Les grands points énoncés lors
du 1er développement :
-
Une meilleure gestion des
ressources tirées du domaine public,
-
Une mise en concurrence plus
performante afin de choisir un partenaire offrant la prestation économiquement
la plus avantageuse,
-
Une mobilisation d’hommes et de
moyens techniques et financiers pour permettre aux collectivités les plus
petites de mettre en oeuvre une dénonciation, une renégociation des conditions
du contrat, ou une nouvelle mise en concurrence.
=> tout
ceci a un coût qui ne saurait être supporté par toutes les collectivités.
C’est d’ailleurs la raison pour laquelle
certains s’interrogent sur la pertinence du contrat de mobilier urbain, et
envisagent de développer d’autres procédés, qui emporteraient moins de
contraintes et plus d’efficacité.
Parmi ces diverses solutions,
une a attiré toute mon attention, c’est celle du lease
des équipements publics.
Le lease,
issu du droit anglo-saxon est apparu en France à l’occasion de la question du
financement des lignes de TGV. Le coût des équipements et l’importante
déficience des fonds publics nécessaires à leur réalisation ont posé un évident
problème de financement.
Plusieurs procédés de
financement avaient été élaborés, notamment ceux qui permettent une association
avec les investisseurs privés :
-
le crédit-bail
-
la vente en l’état futur
d’achèvement
Or, aucun de ces deux procédés
ne pouvaient valablement être invoqués.
En effet, le crédit-bail
s’opposait au principe d’inaliénabilité du domaine public et empêchait ainsi une
appropriation par le crédit bailleur, en ce sens que ce dernier était
automatiquement une personne morale de droit privé.[1]
S’agissant de la VEFA, c’est
le Conseil d’Etat qui a posé les limites d’un tel montage en considérant que
les collectivités publiques ne sauraient avoir recours à ce contrat de vente de
droit privé lorsque l’objet de l’opération est la construction même pour le
compte de la collectivité d’un immeuble entièrement destiné à devenir sa
propriété et conçu en fonction de ses besoins propres.[2]
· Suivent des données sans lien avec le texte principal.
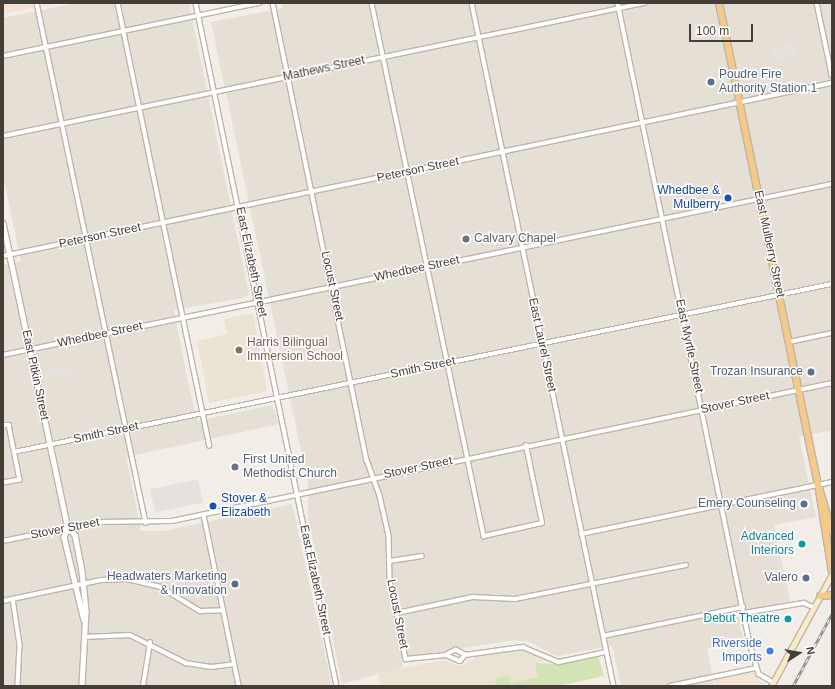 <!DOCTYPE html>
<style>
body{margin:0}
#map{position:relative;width:835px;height:689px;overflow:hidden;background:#f2eee7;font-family:Arial,sans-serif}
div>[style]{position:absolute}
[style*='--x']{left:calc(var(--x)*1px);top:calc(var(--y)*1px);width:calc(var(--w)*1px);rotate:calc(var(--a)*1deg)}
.residential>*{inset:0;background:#e6dfd6}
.commercial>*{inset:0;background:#f3e3d4}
.education>*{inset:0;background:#eae2d2}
.green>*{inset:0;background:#d2e4b3}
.parking>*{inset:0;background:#e4e1df;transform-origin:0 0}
.roads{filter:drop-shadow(1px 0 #bdb5ab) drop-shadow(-1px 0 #bdb5ab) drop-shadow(0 1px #bdb5ab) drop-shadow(0 -1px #bdb5ab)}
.minor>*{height:3.5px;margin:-1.75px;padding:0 1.75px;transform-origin:1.75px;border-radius:1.75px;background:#fff}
.tertiary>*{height:4.5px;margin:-2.25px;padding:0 2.25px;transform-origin:2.25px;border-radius:2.25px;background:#fff}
.secondary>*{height:5px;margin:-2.5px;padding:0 2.5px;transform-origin:2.5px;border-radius:2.5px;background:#faeac9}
.trunk>*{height:6px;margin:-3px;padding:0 3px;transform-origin:3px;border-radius:3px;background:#f5c987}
.rail>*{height:3px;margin-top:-1.5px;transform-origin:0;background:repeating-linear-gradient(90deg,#fff 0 4.5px,#969696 0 9px);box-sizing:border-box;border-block:1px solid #969696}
.dots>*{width:11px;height:11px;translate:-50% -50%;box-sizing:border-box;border:2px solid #fff;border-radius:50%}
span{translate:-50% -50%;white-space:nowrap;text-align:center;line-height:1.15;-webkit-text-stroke:3px #fff;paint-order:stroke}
.street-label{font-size:12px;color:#453e37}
.service-label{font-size:12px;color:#4e5e75}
.left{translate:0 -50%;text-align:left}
.right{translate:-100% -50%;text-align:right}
.transit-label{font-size:12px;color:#164399}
.worship-label{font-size:12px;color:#5b616d}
.education-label{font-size:12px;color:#785e54}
.culture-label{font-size:12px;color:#0d838f}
.shop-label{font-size:12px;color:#366cbe}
.frame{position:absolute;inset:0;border:4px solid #453e37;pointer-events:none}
.north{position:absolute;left:779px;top:633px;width:40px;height:40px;-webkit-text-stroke:3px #fff;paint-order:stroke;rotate:78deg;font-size:11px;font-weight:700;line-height:16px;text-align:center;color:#453e37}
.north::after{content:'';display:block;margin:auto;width:14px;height:18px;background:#453e37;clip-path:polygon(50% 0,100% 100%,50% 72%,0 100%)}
.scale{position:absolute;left:689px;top:24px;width:64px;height:18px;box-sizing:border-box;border:2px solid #453e37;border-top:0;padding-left:5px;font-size:12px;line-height:14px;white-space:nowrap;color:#453e37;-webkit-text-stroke:3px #fff;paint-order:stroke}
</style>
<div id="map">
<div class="residential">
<i style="clip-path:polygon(75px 3px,189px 3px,249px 294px,242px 298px,174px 310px,186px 373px,197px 421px,272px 405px,279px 424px,126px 457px,141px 531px,163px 531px,292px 504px,332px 686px,3px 686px,3px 265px,21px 261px,3px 175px,3px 18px)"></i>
<i style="clip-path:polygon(282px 3px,832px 3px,832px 430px,799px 437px,816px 517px,774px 525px,790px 601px,738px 613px,743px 640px,707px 648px,714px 686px,621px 686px,612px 646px,557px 656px,529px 642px,515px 640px,401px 658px,403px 667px,342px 684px,308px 517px,308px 484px,211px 22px,283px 8px)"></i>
</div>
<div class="commercial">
<i style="clip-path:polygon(3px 3px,56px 3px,3px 14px)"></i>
<i style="clip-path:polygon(752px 671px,764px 686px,715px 686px,714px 680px)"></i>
</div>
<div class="education">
<i style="clip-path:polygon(253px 313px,267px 391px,209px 403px,197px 341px,227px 334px,224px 319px)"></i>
<i style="clip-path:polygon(515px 649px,531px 652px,545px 661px,535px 663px,538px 677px,510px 686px,381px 686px,378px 673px,443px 660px,461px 666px,481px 655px)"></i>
</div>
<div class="green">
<i style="clip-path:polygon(598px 656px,604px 676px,558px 686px,496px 686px,495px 679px,508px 676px,510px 684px,538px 677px,535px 663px,558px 664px)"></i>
</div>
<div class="parking">
<i style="left:794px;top:43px;width:14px;height:24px;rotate:78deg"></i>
<i style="clip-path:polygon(769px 67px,773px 86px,761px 89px,762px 74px,746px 78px,748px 71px)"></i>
<i style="clip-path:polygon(72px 364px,74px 373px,46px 380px,45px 373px)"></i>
<i style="left:198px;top:479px;width:24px;height:49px;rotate:78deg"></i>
</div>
<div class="roads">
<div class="minor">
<i style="--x:37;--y:3;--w:531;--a:78.16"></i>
<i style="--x:118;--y:3;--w:452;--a:78.3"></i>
<i style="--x:196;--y:3;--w:697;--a:78.34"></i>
<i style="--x:273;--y:3;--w:467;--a:78.4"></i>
<i style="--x:367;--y:460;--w:38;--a:70"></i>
<i style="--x:380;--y:496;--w:41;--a:77.3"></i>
<i style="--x:389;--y:536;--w:44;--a:88.7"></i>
<i style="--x:390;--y:580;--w:81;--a:78.6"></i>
<i style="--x:406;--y:659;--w:40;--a:-5.7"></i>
<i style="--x:446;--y:655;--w:15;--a:23"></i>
<i style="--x:460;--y:661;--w:8;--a:-50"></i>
<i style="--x:465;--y:655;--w:10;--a:-151"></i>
<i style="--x:456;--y:650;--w:11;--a:153"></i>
<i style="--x:372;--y:3;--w:545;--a:78.13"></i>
<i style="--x:484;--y:536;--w:59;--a:-12.6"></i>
<i style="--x:542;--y:523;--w:79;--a:-101.7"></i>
<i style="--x:472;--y:3;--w:698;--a:78.26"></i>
<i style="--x:618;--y:3;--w:649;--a:78.36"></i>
<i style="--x:749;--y:639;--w:36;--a:74"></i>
<i style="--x:759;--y:674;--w:16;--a:30"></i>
<i style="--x:817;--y:3;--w:74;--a:78.2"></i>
<i style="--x:3;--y:56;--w:262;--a:-11.7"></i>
<i style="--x:3;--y:136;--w:655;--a:-11.72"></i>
<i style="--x:3;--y:256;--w:847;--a:-11.79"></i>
<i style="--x:789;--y:342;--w:44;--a:-11.8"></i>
<i style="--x:3;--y:355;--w:846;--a:-11.66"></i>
<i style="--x:3;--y:425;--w:6;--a:0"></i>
<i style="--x:9;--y:425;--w:56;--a:78.7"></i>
<i style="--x:20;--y:480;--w:17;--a:170"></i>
<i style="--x:14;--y:452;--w:835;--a:-11.61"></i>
<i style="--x:204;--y:515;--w:175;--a:78.4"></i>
<i style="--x:581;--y:534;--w:256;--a:-11.7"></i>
<i style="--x:3;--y:541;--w:96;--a:-11.4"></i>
<i style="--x:97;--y:522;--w:75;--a:-0.8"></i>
<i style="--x:172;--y:521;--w:674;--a:-11.81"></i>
<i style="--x:390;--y:561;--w:32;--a:-9"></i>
<i style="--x:13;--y:599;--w:47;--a:81.3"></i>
<i style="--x:20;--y:645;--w:41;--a:92.8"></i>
<i style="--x:3;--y:601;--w:100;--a:-12.1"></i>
<i style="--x:101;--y:580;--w:26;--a:-2"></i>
<i style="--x:127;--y:579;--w:35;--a:13"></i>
<i style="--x:161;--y:587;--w:46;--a:31.6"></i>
<i style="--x:200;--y:611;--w:23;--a:-2"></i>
<i style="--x:397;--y:613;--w:78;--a:-11.9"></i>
<i style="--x:473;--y:597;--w:42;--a:2.7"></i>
<i style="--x:515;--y:599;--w:174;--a:-11.2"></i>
<i style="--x:744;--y:613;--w:61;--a:-9.5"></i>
<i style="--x:804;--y:603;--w:10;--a:24"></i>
<i style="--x:603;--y:636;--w:143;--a:-11.7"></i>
<i style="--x:84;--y:637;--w:46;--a:-2.5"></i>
<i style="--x:130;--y:635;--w:63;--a:26.6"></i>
<i style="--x:186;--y:663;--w:25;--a:9"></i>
<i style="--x:211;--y:667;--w:23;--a:-7"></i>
<i style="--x:465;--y:655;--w:59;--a:-7.9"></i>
<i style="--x:523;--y:647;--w:39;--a:23"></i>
<i style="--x:559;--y:662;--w:48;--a:-12"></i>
<i style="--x:143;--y:686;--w:44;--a:-80.8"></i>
<i style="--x:670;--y:686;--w:88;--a:-11.8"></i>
</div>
<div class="tertiary">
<i style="--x:3;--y:223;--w:312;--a:78"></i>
<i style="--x:68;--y:528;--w:10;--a:45"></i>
<i style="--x:75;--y:535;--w:38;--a:79"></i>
<i style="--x:82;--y:572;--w:39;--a:84"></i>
<i style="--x:86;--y:611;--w:75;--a:93.1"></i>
<i style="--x:68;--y:528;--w:10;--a:114"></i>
<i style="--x:64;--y:537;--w:85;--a:76.5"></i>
</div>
<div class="secondary">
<i style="--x:771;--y:686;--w:128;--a:-61.4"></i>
</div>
<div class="trunk">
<i style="--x:719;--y:3;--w:491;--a:78.4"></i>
<i style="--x:818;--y:484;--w:89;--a:81"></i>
<i style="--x:818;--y:484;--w:50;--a:73.7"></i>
<i style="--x:820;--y:596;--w:12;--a:-5"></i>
</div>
</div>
<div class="rail">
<i style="--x:793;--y:686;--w:82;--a:-61.6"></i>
</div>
<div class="dots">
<i style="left:711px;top:82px;background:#5c6f8a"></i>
<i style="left:728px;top:198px;background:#1a4fb4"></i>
<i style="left:466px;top:239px;background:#6b7280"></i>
<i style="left:239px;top:350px;background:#8d6e63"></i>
<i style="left:811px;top:372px;background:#5c6f8a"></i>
<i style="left:235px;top:467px;background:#6b7280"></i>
<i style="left:804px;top:504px;background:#5c6f8a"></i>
<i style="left:213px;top:506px;background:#1a4fb4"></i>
<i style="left:802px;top:544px;background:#0f9aa8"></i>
<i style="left:806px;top:578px;background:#5c6f8a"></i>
<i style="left:235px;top:584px;background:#5c6f8a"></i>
<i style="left:788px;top:619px;background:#0f9aa8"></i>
<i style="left:770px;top:651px;background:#3f7fe0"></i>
</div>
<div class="street-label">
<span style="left:324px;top:69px;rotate:-12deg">Mathews Street</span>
<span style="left:418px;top:170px;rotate:-12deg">Peterson Street</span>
<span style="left:100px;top:236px;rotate:-12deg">Peterson Street</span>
<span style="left:769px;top:244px;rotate:78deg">East Mulberry Street</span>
<span style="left:251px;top:262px;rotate:78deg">East Elizabeth Street</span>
<span style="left:417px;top:269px;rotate:-12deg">Whedbee Street</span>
<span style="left:332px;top:286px;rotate:78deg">Locust Street</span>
<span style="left:100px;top:335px;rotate:-12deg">Whedbee Street</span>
<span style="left:542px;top:345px;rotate:78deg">East Laurel Street</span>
<span style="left:689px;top:346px;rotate:78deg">East Myrtle Street</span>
<span style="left:423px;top:368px;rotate:-12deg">Smith Street</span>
<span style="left:35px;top:375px;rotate:78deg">East Pitkin Street</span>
<span style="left:735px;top:403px;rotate:-12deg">Stover Street</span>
<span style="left:106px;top:433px;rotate:-12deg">Smith Street</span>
<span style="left:418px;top:468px;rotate:-12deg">Stover Street</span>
<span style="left:65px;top:529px;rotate:-11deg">Stover Street</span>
<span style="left:315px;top:580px;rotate:78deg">East Elizabeth Street</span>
<span style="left:397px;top:614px;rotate:79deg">Locust Street</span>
</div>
<div class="service-label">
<span class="left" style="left:719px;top:82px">Poudre Fire<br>Authority Station 1</span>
<span class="right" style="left:803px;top:372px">Trozan Insurance</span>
<span class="right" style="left:796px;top:504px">Emery Counseling</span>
<span class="right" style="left:227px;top:584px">Headwaters Marketing<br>&amp; Innovation</span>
<span class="right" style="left:798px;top:578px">Valero</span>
</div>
<div class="transit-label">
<span class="right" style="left:720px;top:198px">Whedbee &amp;<br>Mulberry</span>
<span class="left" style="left:221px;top:506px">Stover &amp;<br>Elizabeth</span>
</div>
<div class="worship-label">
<span class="left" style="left:474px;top:239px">Calvary Chapel</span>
<span class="left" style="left:243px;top:467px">First United<br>Methodist Church</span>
</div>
<div class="education-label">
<span class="left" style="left:247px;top:350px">Harris Bilingual<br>Immersion School</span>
</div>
<div class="culture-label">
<span class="right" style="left:794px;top:544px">Advanced<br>Interiors</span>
<span class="right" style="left:780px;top:619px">Debut Theatre</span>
</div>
<div class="shop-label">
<span class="right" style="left:762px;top:651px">Riverside<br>Imports</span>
</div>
<div class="frame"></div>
<div class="north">N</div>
<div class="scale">100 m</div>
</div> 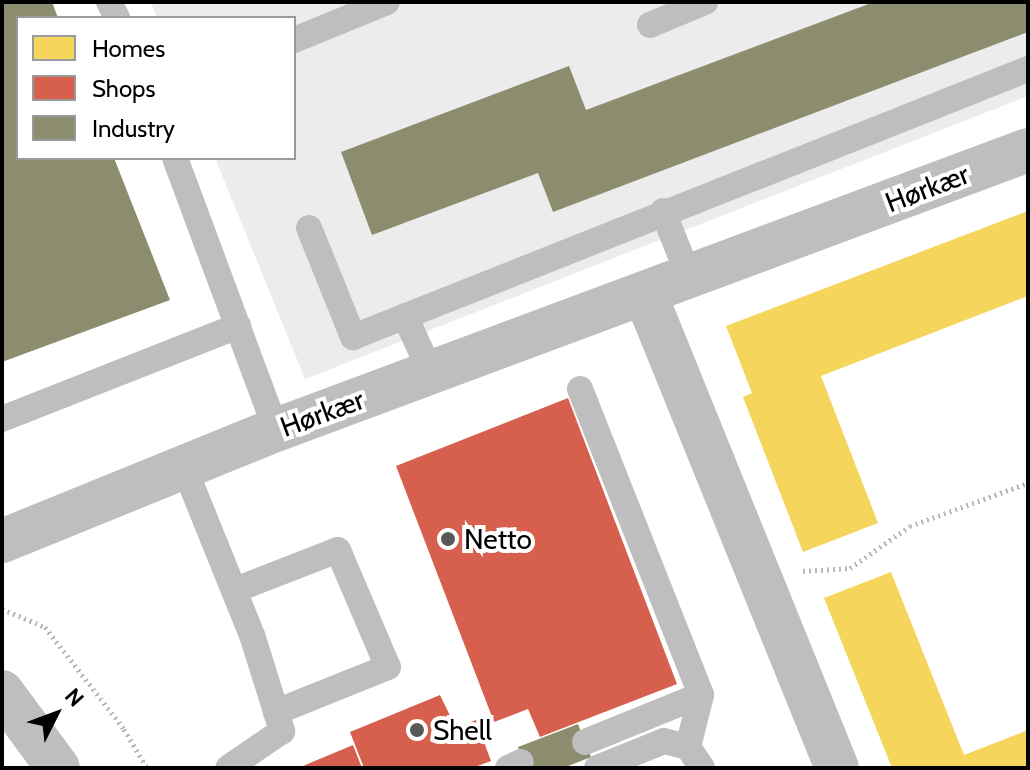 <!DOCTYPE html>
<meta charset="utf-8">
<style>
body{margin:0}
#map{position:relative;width:1030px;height:770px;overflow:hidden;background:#fff;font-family:Cabin,sans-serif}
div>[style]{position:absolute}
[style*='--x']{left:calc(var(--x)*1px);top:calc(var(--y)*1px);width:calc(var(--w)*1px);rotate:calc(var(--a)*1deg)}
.green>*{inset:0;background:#ececec}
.homes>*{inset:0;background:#f6d55c}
.shops>*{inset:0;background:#d6604d}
.industry>*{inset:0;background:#8c8c6e}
.path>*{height:5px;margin-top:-2.5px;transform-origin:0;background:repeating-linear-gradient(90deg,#b9b9b9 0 2px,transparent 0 6px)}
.service>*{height:26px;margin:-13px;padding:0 13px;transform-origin:13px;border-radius:13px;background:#bebebe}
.minor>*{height:44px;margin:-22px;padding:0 22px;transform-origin:22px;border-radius:22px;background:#bebebe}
.tertiary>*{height:44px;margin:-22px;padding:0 22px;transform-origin:22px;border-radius:22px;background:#bebebe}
.dots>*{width:22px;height:22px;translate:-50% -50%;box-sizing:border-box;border:4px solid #fff;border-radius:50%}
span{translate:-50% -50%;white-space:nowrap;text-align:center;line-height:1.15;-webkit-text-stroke:8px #fff;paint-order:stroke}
.street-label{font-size:28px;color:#000}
.poi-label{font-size:28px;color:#000}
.left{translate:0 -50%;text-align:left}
.frame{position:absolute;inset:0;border:4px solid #000;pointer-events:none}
.legend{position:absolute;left:16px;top:16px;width:280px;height:144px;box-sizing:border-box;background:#fff;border:2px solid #999;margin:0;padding:10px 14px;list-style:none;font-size:24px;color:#000}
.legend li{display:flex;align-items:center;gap:16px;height:40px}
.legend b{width:40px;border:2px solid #999}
.north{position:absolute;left:16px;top:674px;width:80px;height:80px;-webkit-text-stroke:6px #fff;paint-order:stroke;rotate:48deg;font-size:22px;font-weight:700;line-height:32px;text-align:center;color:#000}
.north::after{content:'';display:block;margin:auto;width:28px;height:36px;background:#000;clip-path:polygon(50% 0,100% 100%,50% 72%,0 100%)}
</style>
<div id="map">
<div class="green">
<i style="clip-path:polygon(151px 2px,1028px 2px,1028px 96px,305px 379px,215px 158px,294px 158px,294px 18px,157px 18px)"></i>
</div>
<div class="homes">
<i style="clip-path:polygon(1028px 211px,1028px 296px,821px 376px,878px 523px,803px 552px,743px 397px,752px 393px,726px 326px)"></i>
<i style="clip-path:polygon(891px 572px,964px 755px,1028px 730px,1028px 768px,892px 768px,824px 598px)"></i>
</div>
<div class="shops">
<i style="clip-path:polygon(568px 398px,677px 684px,540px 737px,528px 709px,494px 722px,396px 466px)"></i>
<i style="clip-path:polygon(440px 695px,456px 728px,476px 720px,491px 761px,472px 768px,364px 768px,350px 732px)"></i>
<i style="clip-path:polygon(353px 745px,362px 768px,298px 768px)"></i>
</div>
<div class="industry">
<i style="clip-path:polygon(2px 2px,52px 2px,58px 18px,18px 18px,18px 158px,114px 158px,170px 300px,2px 362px)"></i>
<i style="clip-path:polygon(874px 2px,1028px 2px,1028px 32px,553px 212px,538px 173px,372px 235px,341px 152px,569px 66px,586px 110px)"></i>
<i style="clip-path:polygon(578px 724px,591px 757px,563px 768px,525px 768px,518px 747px)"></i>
</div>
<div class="path">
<i style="--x:803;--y:571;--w:47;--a:-3.7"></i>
<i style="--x:850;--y:568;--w:73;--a:-35"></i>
<i style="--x:910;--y:526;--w:126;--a:-20"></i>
<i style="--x:2;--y:609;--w:47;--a:22.7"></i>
<i style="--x:45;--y:627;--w:129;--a:52.2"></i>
<i style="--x:124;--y:729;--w:45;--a:59.5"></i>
</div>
<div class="service">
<i style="--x:109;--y:2;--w:18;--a:63"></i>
<i style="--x:650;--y:25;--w:60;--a:-22.7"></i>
<i style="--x:294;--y:40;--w:100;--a:-22.2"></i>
<i style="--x:175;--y:158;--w:290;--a:69.6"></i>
<i style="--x:663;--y:211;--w:71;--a:68.5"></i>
<i style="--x:309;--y:228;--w:118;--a:68"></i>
<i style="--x:353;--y:337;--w:726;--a:-21.65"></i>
<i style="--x:405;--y:316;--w:63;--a:65.5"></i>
<i style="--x:580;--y:389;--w:329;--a:68.4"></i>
<i style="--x:701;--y:695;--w:54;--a:104"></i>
<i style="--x:2;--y:419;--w:254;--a:-21.5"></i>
<i style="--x:184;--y:467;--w:181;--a:68"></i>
<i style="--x:252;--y:635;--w:101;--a:72.6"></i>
<i style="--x:282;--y:731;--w:65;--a:145.6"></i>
<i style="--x:235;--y:590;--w:110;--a:-21.2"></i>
<i style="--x:338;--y:550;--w:127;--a:66.9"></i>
<i style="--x:388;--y:667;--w:121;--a:158.1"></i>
<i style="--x:585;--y:742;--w:125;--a:-22.1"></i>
<i style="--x:508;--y:768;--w:14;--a:-25"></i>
<i style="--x:597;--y:768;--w:72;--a:-21.9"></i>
<i style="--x:664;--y:741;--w:25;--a:14"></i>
<i style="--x:688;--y:747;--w:25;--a:56"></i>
</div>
<div class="minor">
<i style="--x:645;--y:294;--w:511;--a:67.95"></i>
<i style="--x:2;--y:541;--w:296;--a:-22.1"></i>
<i style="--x:276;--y:430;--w:802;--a:-20.42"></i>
</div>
<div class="tertiary">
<i style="--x:2;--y:692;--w:94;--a:53.6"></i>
</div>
<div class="dots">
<i style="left:448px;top:539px;background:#595959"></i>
<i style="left:417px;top:730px;background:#595959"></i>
</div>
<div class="street-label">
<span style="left:927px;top:188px;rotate:-21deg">Hørkær</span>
<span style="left:322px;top:413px;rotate:-20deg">Hørkær</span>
</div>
<div class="poi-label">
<span class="left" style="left:464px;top:539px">Netto</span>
<span class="left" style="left:433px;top:730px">Shell</span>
</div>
<div class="frame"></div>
<ul class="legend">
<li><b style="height:22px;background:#f6d55c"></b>Homes</li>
<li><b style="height:22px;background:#d6604d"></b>Shops</li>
<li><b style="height:22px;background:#8c8c6e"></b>Industry</li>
</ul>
<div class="north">N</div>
</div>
C’est ainsi que la mise en
place d’un autre procédé qui n’entrerait pas en conflit avec les principes
d’inaliénabilité et d’imprescriptibilité du domaine public est apparue
nécessaire.
La réponse est venue
directement du droit anglo-saxon avec le lease.
Ainsi, il conviendra de
préciser que le lease est un montage complexe mais
lucratif ( I ) qui met les principes de la domanialité publique au défi
( II ).
Il convient de décrire la
complexité du montage ( A ) avant de s’intéresser à son aspect lucratif
( B ).
A – Le lease, un montage
complexe
□
Le Masterlease[3]
et le Sublease, des contrats-type
Le Master lease stipule qu’un
organisme de droit public donne en location l’un de ses équipements à un trust
américain pour une assez longue durée. Ce même organisme reprend immédiatement
l’équipement en “sous-location” au titre
d’un contrat annexe le Sub lease, ce qui va lui permettre donc d’en conserver
la jouissance et de rester maître de son affectation. Le trust quant à lui
acquiert au titre de ce contrat de location la propriété économique de
l’équipement.
□
Conditions nécessaires à sa réalisation
Le contrat entre le trust et
l’organisme de droit public doit avoir pour objet de confier au premier la
propriété économique de l’équipement.
Premier problème : la
définition de la propriété économique.
La propriété économique est
définie par la norme comptable américaine FASB 13 qui procède de la technique
des faisceaux d’indices.
Trois indices
permettent de considérer que le trust dispose bien de cette propriété et donc
emporte la qualification du contrat de lease :
-
1er indice : une
location de longue durée
La
durée doit être supérieure à 75% de la durée de vie de l’actif objet du
contrat.
-
2ème indice :
une option de rachat en faveur de l’organisme de droit public prévue au contrat
Cette
condition inscrite au code des impôts américain permet à l’organisme de
reprendre définitivement l’équipement. Dans ce cas, il ne rachète pas vraiment
l’équipement, puisqu’il ne s’agit pas d’un contrat de vente mais bien d’un
contrat de location. Il rachète en réalité les droits résiduels du trust qu’il
dispose au titre de ces contrats.
-
3ème indice :
un indice d’ordre financier
Les sommes garanties à l’organisme public doivent être supérieures à 90% de la valeur de l’actif. Concrètement, ces sommes englobent les loyers payés par le trust à l’organisme dont le total doit être supérieur à 90% de la valeur de l’actif.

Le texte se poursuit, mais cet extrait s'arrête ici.